MATERIAL PROVIDED:
------------------------------
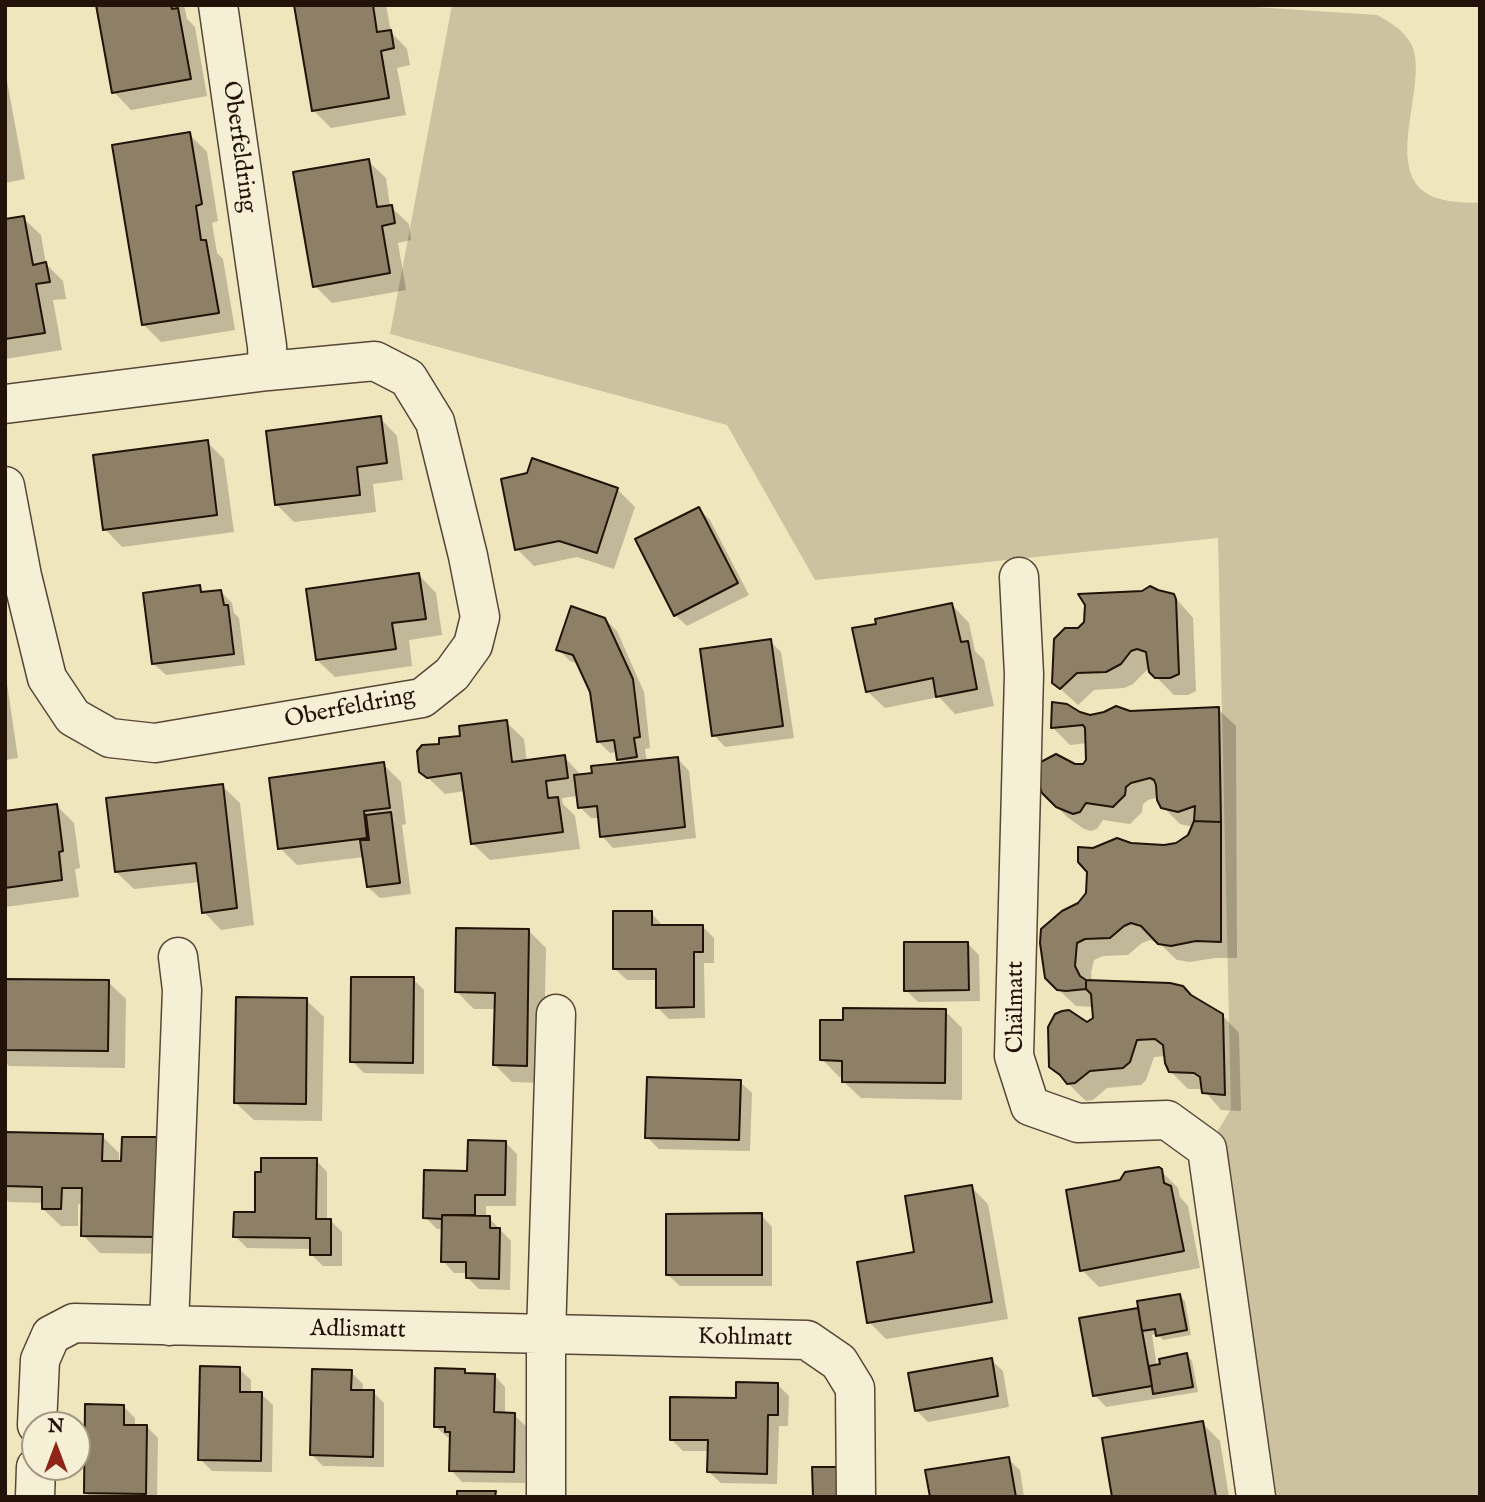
<!DOCTYPE html>
<html>
<head>
<meta charset="utf-8">
<style>
	body { margin:0 }
	#map { position:relative; width:1485px; height:1502px; overflow:hidden; background:#f0e6be; font-family:"IM FELL English",serif }
	canvas { display:block }
	.frame { position:absolute; inset:0; border:7px solid #221208; pointer-events:none }
	.north { position:absolute; left:21px; top:1411px; width:70px; height:70px; box-sizing:border-box; background:#f5efd5; border:2px solid #a19783; border-radius:50%; rotate:0deg; font-size:19px; font-weight:700; line-height:28px; text-align:center; color:#221208 }
	.north::after { content:''; display:block; margin:auto; width:24px; height:32px; background:#8f2418; clip-path:polygon(50% 0,100% 100%,50% 72%,0 100%) }
</style>
</head>
<body>
<div id="map">
<canvas width="1485" height="1502"></canvas>
<div class="frame"></div>
<div class="north">N</div>
</div>
<script>
const ctx = document.querySelector('canvas').getContext('2d');
ctx.lineJoin = 'round';
function fillPath(path, color) { ctx.fillStyle = color; ctx.fill(path, 'evenodd'); }
function stroke(path, color, width, dash) { ctx.strokeStyle = color; ctx.lineWidth = width; ctx.lineCap = dash ? 'butt' : 'round'; ctx.setLineDash(dash || []); ctx.stroke(path); }
function label(font, color, halo, rows, align = 'center') {
  ctx.font = font + ' "IM FELL English",serif'; ctx.lineWidth = 5; ctx.setLineDash([]); ctx.textBaseline = 'middle'; ctx.strokeStyle = halo; ctx.fillStyle = color; for (const [text, x, y, turn = 0] of rows) {
    ctx.save(); ctx.translate(x, y); ctx.rotate((+turn || 0) * Math.PI / 180); ctx.textAlign = isNaN(turn) ? turn : align; if (halo) ctx.strokeText(text, 0, 0); ctx.fillText(text, 0, 0); ctx.restore();
  }
}
fillPath(new Path2D(`
	M452 5H1225L1377 15C1391 23 1402 29 1410 42 1431 76 1386 159 1422 190 1437 203 1461 202 1480 203V1497H1256L1207 1149 1231 1109 1218 538 815 580 727 425 390 334Z`), '#cdc29f');
fillPath(new Path2D(`
	M98 5H184L187 19 195 27 207 96 131 110 114 92Z
	M296 5H386L391 32 407 49 410 65 397 68 406 115 331 128 314 111Z
	M5 70 25 179 5 183Z
	M189 134 207 152 218 221 212 223 217 253 223 259 235 330 161 342 144 325Z
	M368 161 386 178 390 206 409 224 411 240 398 243 406 290 332 303 315 286Z
	M23 218 41 235 46 264 63 281 66 299 53 300 62 350 5 359V221Z
	M380 418 397 436 403 480 373 484 376 512 294 522 277 505Z
	M207 442 224 459 234 532 122 547 105 529Z
	M617 489 635 507 614 569 577 557 534 566 517 549Z
	M699 509 710 520 749 595 687 626 675 615Z
	M419 575 436 593 442 635 409 640 412 666 335 677 317 660Z
	M199 587 206 594 221 592 232 603 234 613 239 618 245 665 166 675 154 664Z
	M1173 595 1193 618 1196 691 1188 695H1174L1150 671V667L1133 684 1124 688 1094 690 1078 705 1054 683 1079 630Z
	M952 605 969 623 975 651 984 660 994 706 955 714 939 697 885 708 867 691Z
	M605 619 617 631 644 692 650 748 645 749 647 762 678 759 689 771 696 838 613 848 602 836 600 818H591L580 807 578 796 562 798 563 804 575 816 580 849 490 860 472 843 465 791 445 794 421 771 441 745 506 722 524 739 527 762 564 757 582 776 624 765 618 759 617 752 610 753 598 741 592 691 579 664 570 661 558 649Z
	M770 641 781 652 794 738 725 747 714 735Z
	M5 670 18 758 5 760Z
	M1218 709 1236 726 1237 958H1215L1190 962 1177 960 1159 943 1150 940 1142 943 1128 955 1103 956 1094 960 1091 973 1092 982 1193 999 1222 1015 1239 1033 1241 1111 1221 1110 1203 1089H1188L1170 1071 1166 1056 1154 1057 1146 1080 1141 1085 1107 1088 1093 1100 1086 1101 1051 1067 1087 1024 1094 1019V1007L1076 1006 1046 978 1079 905 1088 894 1093 849 1131 845 1164 847 1177 845 1189 836 1193 827 1180 824 1163 807 1159 797 1148 800 1143 804 1142 812 1130 824 1103 820 1097 829 1091 831 1084 829 1067 817 1049 799 1074 766H1084L1088 761 1087 743 1070 745 1053 728 1079 714 1090 717Z
	M383 764 401 782 406 824 402 825 411 894 380 898 368 887 364 857 297 865 280 848Z
	M222 786 240 803 254 925 221 930 204 912 200 882 134 889 116 872Z
	M57 806 74 823 80 868 75 869 79 897 5 907V812Z
	M651 913 663 926H702L714 938V963H704L705 1018 669 1019 657 1007V980H627L615 969Z
	M528 930 546 948 543 1083 512 1082 495 1065 496 1009H474L456 991Z
	M967 943 979 955 980 1001 918 1002 906 990Z
	M413 979 424 990V1074L364 1073 352 1061Z
	M5 980 108 982 126 999 125 1068 9 1066 5 1062Z
	M306 1000 324 1017 322 1121 254 1120 236 1103Z
	M945 1011 962 1028V1100L861 1098 843 1081V1077H839L822 1059Z
	M740 1082 752 1093 750 1151 659 1149 647 1137Z
	M5 1134 102 1136 119 1153V1163L173 1254 100 1253 83 1235 84 1205 78 1204V1226H61L43 1209 44 1203 9 1202 5 1199Z
	M505 1142 517 1154 516 1206H486V1217L489 1218 511 1241 510 1290 479 1289 467 1277 468 1273H454L443 1261V1229H437L425 1217 469 1173Z
	M316 1160 327 1172V1221H331L342 1232V1266H323L311 1254V1249L247 1248 235 1236 257 1214 262 1174Z
	M1161 1171 1178 1188 1180 1197 1188 1206 1200 1268 1099 1287 1082 1270 1121 1181Z
	M971 1187 988 1204 1008 1319 886 1339 869 1322 916 1253Z
	M761 1215 772 1227V1286H680L668 1275Z
	M1180 1296 1185 1301 1191 1335 1163 1340 1157 1334 1152 1335 1157 1367 1187 1355 1192 1361 1198 1392 1106 1407 1095 1395 1081 1319 1140 1309Z
	M991 1360 1003 1371 1009 1407 928 1422 916 1410Z
	M239 1369 251 1380V1394H261L273 1405 272 1472 212 1471 200 1459Z
	M465 1371 469 1375H494L505 1387V1414L514 1415 526 1426 525 1483 462 1482 451 1470V1438L447 1437 435 1426Z
	M351 1372 363 1384 362 1392H373L384 1403V1467L323 1466 312 1455Z
	M777 1384 789 1396 788 1426H779L777 1484 721 1483 709 1472 710 1451H683L671 1439 732 1401Z
	M124 1407 135 1418V1426H146L158 1438 157 1497H90L86 1493Z
	M1202 1423 1220 1441 1229 1497H1114Z
	M1008 1459 1020 1470 1024 1497H932Z`), '#0003');
const building = new Path2D(`
	M96 5H171L172 9 178 8 191 79 112 93Z
	M294 5H373L377 32 391 30 394 48 381 51 389 98 312 111Z
	M190 132 202 204 196 206 201 240H206L219 313 142 325 112 145Z
	M369 159 377 207 392 205 395 223 382 226 390 273 313 287 293 172Z
	M24 216 33 265 46 262 50 282 36 284 45 333 5 339V219Z
	M381 416 387 463 357 467 360 495 275 505 266 431Z
	M208 440 217 515 103 530 93 455Z
	M532 458 618 488 597 553 559 541 515 550 501 479 527 473Z
	M699 507 738 583 674 616 635 539Z
	M419 573 426 619 392 623 396 649 316 660 306 589Z
	M200 585 201 592 221 590 224 605H228L234 654 152 664 143 593Z
	M1150 586 1158 590 1174 594 1176 599 1179 674 1170 678H1155L1149 672 1146 652 1137 649 1131 651 1121 664 1106 672 1077 673 1060 689 1052 683 1054 639 1065 628H1078L1084 622 1085 605 1078 594 1142 591Z
	M952 603 961 642 968 641 977 689 936 697 933 678 866 692 852 628 876 624 875 619Z
	M571 606 605 618 633 679 640 737 634 738 637 757 617 760 614 740 597 742 590 692 573 655 556 650Z
	M771 639 783 726 712 736 700 649Z
	M1052 702 1067 704 1080 712 1090 715 1104 712 1116 706 1130 711 1219 707 1221 822 1194 821 1195 806 1178 812 1161 808 1157 800 1156 785 1154 780 1150 778 1131 783 1126 787 1125 795 1113 807 1086 803 1080 812 1073 814 1056 807 1042 793 1038 782 1039 763 1056 754 1075 764H1083L1086 760 1085 728 1083 725 1051 728Z
	M507 720 512 762 565 755 568 778 546 781 548 798 558 797 563 832 471 844 461 773 427 778 419 772 417 751 422 745 439 744V738L460 736 459 726Z
	M678 757 685 827 600 837 597 806 578 808 574 775 592 773 591 766Z
	M384 762 390 808 364 811 367 838 278 849 269 778Z
	M223 784 237 908 202 913 196 863 115 872 106 798Z
	M57 804 63 851 59 852 62 880 5 888V811Z
	M391 812 400 883 367 887 360 840H369L366 815Z
	M1194 821 1221 822V942L1196 941 1171 946 1158 944 1141 926 1131 923 1124 926 1110 938 1085 939 1077 943 1075 966 1080 976 1086 980V989L1066 991 1057 990 1045 978 1040 943 1041 929 1062 911 1078 903 1086 893 1087 872 1078 862V847L1093 848 1117 838 1131 843 1164 845 1176 843 1188 835Z
	M613 911H652V925H703V952H694V1007L656 1008V969H613Z
	M456 928 529 929 527 1066 493 1065 495 993 455 992Z
	M904 942H968L969 990 904 991Z
	M351 977H414L413 1063 350 1062Z
	M5 979 109 980 108 1051 5 1050Z
	M1086 980 1170 983 1183 986 1191 995 1223 1014 1225 1095 1202 1093 1200 1077 1194 1073 1169 1072 1165 1063 1163 1045 1155 1039 1137 1040 1130 1062 1123 1068 1090 1071 1075 1083 1067 1084 1060 1075 1049 1067 1048 1027 1055 1014 1062 1011 1069 1010 1087 1022 1093 1018 1091 994 1086 989Z
	M236 997 307 998 306 1104 234 1103Z
	M843 1008 946 1009 945 1083 842 1082V1061L820 1060V1020H843Z
	M647 1077 741 1080 739 1140 645 1138Z
	M5 1132 103 1134 102 1161H121L122 1137H158L156 1237 81 1236 82 1188H62L61 1209H42V1187L5 1186Z
	M468 1140 506 1141 505 1195H475V1215H442V1219L423 1218 424 1170 467 1171Z
	M261 1158H317L316 1219H331V1255H310V1238L233 1237 234 1212H255V1172H261Z
	M1159 1167 1162 1169 1164 1183 1171 1186 1184 1251 1080 1271 1066 1190 1120 1180 1125 1172Z
	M972 1185 992 1302 867 1323 857 1262 914 1252 905 1196Z
	M762 1213V1275H666V1214Z
	M442 1215 490 1216V1228H500L499 1279 466 1278V1262H441Z
	M1180 1294 1187 1330 1156 1336 1155 1329 1142 1331 1137 1301Z
	M1138 1308 1152 1386 1093 1396 1079 1318Z
	M1187 1353 1193 1387 1153 1394 1149 1366 1160 1364 1159 1359Z
	M992 1358 998 1396 915 1411 908 1373Z
	M200 1366 240 1367V1392H262L261 1461 198 1460Z
	M435 1368 465 1369V1373L495 1374 494 1412 515 1413 514 1472 449 1471 450 1432H445V1427H434Z
	M312 1369 352 1370 351 1390H374L373 1457 310 1455Z
	M736 1382 778 1383V1415H768L767 1474 707 1472 708 1440H670V1397L736 1398Z
	M85 1404 124 1405V1425H147L146 1494 84 1493Z
	M1203 1421 1216 1497H1112L1102 1438Z
	M1009 1457 1016 1497H930L925 1470Z
	M812 1467H838V1497H813Z
	M457 1491H496L495 1497H457Z`);
fillPath(building, '#8d8067');
stroke(building, '#221208', 2);
const minor = new Path2D(`
	M218 5 267 346 268 371
	M5 404 268 371 375 361 408 378 435 422 468 556 480 617 473 645 452 674 422 698 155 743 110 738 73 717 47 678 22 576 5 486
	M1019 577 1024 674 1014 1056 1030 1106 1078 1123 1167 1120 1207 1149 1256 1497
	M169 1326 182 990 178 957
	M37 1425 40 1360 51 1335 74 1323 807 1340 839 1362 855 1388 856 1497
	M35 1497 36 1467
	M546 1497V1335L556 1014`);
stroke(minor, '#564736', 41);
stroke(minor, '#f5efd5', 38);
label('24px', '#221208', '#f5efd5', [
	["Oberfeldring",238,147,82],
	["Oberfeldring",350,709,-11],
	["Chälmatt",1017,1007,-90],
	["Adlismatt",358,1331,1],
	["Kohlmatt",745,1339,1]
]);
</script>
</body>
</html>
------------------------------
EXERCISE GOAL: Tell how many lines of the material above contain the word "align", giving only the number.

RESPONSE AREA: 3